→ Problem to work on: Across the records, find how many lines include the string "side" and answer with only the figure.

====================

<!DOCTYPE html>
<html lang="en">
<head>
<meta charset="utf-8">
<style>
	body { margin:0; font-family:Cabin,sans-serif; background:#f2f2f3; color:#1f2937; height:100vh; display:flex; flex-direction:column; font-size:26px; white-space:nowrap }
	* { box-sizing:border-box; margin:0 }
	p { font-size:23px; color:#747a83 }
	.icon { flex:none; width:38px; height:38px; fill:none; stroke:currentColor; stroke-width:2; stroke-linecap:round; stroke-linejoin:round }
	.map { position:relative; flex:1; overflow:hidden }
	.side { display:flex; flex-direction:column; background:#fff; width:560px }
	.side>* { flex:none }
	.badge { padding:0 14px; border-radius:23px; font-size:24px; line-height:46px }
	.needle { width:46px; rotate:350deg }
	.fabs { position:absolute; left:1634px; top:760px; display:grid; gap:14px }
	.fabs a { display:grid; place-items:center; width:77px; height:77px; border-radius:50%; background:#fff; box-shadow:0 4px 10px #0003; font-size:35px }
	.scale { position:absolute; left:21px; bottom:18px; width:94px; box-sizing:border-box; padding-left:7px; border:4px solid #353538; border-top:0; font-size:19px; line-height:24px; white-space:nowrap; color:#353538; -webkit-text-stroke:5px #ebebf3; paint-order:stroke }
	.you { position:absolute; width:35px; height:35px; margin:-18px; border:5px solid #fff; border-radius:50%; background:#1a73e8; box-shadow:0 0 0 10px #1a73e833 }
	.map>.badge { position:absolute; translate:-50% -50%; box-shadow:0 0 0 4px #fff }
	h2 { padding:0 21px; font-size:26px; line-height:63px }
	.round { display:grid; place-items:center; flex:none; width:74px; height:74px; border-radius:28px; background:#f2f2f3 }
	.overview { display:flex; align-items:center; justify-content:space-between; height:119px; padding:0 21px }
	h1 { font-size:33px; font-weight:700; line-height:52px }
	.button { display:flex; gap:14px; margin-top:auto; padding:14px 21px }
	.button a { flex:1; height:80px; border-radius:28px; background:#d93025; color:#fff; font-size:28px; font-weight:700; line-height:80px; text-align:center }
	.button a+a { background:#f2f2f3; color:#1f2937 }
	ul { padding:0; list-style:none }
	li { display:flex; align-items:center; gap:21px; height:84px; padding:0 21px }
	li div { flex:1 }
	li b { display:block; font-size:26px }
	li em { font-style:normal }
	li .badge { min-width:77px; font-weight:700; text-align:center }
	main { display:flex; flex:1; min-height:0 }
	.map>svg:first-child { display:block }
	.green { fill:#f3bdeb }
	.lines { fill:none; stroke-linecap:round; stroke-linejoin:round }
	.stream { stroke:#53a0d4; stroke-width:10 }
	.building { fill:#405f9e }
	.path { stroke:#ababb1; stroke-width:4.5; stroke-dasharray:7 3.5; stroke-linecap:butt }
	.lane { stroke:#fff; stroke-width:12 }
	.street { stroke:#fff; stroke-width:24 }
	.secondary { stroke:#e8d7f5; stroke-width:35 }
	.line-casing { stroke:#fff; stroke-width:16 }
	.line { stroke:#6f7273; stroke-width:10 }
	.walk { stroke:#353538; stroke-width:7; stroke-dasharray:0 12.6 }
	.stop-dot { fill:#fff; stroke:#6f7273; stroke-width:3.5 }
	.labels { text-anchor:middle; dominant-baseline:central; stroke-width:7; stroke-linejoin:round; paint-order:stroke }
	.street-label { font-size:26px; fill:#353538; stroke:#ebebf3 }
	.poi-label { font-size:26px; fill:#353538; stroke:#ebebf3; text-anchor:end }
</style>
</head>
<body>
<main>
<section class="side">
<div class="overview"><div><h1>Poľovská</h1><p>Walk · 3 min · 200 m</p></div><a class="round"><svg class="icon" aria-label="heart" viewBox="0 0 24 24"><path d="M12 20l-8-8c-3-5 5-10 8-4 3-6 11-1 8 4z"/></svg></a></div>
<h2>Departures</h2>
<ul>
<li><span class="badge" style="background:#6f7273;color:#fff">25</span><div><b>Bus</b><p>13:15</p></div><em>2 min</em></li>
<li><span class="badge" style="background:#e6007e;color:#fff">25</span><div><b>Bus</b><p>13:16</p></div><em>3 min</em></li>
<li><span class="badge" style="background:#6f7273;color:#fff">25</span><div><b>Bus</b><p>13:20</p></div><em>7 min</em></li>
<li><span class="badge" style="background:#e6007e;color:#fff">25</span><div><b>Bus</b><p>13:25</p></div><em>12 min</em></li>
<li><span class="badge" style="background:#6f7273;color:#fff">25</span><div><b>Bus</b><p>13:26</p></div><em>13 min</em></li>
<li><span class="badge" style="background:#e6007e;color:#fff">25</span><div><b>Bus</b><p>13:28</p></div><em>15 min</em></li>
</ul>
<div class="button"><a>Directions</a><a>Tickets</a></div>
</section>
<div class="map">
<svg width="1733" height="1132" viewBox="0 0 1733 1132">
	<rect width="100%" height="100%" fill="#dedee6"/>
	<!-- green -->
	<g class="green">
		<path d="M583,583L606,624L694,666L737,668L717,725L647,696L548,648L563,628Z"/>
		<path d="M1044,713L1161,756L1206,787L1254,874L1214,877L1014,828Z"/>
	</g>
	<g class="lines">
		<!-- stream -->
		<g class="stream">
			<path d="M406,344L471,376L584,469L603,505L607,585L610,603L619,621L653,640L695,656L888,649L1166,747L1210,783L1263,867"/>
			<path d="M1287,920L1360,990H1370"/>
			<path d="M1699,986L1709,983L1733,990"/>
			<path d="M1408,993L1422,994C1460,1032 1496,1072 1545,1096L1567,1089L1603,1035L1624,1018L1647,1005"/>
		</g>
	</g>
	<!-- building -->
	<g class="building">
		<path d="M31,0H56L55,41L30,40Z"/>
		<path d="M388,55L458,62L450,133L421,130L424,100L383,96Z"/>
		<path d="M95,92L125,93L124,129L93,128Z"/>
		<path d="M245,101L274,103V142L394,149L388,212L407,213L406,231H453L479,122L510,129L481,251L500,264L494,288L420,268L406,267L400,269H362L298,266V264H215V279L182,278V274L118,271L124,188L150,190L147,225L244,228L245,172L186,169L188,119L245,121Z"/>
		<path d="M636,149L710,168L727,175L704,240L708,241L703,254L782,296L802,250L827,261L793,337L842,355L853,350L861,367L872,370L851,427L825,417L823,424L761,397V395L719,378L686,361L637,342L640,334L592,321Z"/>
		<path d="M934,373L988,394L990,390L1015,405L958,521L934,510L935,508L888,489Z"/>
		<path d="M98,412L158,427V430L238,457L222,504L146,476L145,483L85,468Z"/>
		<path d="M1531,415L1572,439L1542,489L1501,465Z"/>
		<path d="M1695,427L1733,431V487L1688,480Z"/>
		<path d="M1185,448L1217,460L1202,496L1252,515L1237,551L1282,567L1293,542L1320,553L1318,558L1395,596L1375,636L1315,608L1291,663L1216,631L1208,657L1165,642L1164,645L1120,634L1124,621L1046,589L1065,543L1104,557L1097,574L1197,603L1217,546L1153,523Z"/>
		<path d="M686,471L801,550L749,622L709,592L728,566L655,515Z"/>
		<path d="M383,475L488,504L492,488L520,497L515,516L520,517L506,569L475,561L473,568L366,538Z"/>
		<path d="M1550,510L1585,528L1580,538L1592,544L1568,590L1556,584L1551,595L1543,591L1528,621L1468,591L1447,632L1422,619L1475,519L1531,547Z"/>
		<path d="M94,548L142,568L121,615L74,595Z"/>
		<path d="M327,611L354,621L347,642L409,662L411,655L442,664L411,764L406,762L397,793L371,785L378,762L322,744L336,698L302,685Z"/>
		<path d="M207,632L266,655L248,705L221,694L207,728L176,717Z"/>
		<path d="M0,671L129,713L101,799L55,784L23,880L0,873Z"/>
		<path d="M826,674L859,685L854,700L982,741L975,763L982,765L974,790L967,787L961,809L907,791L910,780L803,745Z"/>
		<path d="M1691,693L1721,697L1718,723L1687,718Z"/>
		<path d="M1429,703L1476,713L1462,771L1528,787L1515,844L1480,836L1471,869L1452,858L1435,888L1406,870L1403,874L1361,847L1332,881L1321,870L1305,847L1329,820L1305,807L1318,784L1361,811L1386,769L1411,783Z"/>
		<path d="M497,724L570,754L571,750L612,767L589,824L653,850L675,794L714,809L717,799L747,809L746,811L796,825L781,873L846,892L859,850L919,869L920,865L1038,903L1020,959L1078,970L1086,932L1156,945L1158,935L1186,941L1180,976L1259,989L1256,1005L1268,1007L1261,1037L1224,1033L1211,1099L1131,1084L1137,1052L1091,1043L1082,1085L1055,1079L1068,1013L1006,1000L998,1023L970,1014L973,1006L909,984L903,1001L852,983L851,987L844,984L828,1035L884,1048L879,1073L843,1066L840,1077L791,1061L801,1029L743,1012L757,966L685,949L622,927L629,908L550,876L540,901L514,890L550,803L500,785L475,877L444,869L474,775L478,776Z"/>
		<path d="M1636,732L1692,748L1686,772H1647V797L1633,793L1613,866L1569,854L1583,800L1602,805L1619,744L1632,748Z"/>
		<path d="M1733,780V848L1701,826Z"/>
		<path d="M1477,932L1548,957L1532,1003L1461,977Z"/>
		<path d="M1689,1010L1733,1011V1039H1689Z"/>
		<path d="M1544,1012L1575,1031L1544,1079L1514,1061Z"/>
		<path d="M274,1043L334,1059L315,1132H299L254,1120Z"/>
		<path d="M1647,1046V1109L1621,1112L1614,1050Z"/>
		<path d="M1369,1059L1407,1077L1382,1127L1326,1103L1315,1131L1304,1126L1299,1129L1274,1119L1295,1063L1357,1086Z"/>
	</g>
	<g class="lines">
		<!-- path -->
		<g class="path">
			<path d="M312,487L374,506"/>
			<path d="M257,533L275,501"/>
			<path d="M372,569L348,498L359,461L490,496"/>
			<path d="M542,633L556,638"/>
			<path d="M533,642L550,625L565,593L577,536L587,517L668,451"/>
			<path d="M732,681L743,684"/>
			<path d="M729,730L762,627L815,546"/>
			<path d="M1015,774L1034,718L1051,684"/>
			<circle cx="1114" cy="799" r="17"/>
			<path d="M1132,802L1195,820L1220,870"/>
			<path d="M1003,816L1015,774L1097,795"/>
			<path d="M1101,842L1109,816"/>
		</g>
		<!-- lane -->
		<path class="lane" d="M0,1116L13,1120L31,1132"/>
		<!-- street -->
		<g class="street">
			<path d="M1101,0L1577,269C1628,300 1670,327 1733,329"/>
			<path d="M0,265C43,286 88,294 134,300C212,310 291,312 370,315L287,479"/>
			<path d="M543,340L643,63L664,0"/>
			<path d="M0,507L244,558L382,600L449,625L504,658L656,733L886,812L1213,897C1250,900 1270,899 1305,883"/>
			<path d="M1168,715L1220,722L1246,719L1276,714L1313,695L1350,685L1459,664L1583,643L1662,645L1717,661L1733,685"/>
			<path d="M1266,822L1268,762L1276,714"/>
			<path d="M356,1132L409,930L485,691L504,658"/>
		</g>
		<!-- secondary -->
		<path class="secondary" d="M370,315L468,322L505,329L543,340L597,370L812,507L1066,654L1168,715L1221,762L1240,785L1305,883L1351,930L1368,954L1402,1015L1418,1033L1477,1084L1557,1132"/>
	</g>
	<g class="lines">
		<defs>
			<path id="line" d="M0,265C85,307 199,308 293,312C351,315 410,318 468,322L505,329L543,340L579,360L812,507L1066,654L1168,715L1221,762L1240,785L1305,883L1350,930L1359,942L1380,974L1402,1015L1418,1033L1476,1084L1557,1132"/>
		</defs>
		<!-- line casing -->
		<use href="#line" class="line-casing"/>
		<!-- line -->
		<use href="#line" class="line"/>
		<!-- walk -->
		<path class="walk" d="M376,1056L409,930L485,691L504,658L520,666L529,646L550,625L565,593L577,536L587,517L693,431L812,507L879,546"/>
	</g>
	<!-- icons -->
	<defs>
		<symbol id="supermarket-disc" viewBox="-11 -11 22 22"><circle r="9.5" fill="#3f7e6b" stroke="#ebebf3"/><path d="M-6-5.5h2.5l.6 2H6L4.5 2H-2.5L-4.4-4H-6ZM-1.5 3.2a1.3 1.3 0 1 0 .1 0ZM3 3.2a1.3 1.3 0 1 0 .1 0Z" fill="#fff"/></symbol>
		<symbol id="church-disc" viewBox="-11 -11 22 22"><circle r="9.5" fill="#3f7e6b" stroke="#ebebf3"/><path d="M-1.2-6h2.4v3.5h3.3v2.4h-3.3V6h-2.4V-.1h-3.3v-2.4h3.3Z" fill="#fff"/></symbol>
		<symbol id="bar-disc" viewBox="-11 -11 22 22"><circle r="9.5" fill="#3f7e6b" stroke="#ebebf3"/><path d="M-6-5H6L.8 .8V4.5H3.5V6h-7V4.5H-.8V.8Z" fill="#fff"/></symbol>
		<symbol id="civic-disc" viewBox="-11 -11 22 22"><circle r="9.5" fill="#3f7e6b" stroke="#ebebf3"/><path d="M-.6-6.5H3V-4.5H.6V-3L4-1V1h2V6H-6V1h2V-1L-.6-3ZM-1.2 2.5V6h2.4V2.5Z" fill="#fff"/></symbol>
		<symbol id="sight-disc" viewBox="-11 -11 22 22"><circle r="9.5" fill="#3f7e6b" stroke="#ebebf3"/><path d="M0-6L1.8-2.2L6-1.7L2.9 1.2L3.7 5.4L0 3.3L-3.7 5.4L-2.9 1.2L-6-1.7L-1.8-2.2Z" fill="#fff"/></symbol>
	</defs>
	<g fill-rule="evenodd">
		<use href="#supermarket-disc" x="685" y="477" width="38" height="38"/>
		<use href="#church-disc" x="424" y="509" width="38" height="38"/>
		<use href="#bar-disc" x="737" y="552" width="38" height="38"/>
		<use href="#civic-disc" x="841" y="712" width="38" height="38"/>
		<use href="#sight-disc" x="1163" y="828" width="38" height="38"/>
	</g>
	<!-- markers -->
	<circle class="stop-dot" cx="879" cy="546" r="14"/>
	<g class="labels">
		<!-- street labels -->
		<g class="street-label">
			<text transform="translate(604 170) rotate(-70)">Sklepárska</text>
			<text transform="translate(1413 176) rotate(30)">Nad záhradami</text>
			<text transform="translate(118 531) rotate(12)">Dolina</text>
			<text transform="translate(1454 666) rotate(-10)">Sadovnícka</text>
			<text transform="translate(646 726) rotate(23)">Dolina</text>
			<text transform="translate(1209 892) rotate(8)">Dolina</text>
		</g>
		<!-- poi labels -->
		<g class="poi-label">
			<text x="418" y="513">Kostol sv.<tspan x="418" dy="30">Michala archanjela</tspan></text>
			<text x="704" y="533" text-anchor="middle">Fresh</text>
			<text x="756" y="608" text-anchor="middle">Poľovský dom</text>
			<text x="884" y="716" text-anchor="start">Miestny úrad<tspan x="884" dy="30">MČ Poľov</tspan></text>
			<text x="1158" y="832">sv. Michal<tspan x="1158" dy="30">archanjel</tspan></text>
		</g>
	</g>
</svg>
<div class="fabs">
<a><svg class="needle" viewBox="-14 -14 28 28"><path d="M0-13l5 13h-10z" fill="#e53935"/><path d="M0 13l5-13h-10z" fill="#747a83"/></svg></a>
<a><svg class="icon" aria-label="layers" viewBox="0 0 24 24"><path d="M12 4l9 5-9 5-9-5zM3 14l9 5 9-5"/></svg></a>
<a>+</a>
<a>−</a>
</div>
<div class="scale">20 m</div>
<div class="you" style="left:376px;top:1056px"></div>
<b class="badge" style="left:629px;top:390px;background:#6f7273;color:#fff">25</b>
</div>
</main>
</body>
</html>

====================

→ Answer to this task: 3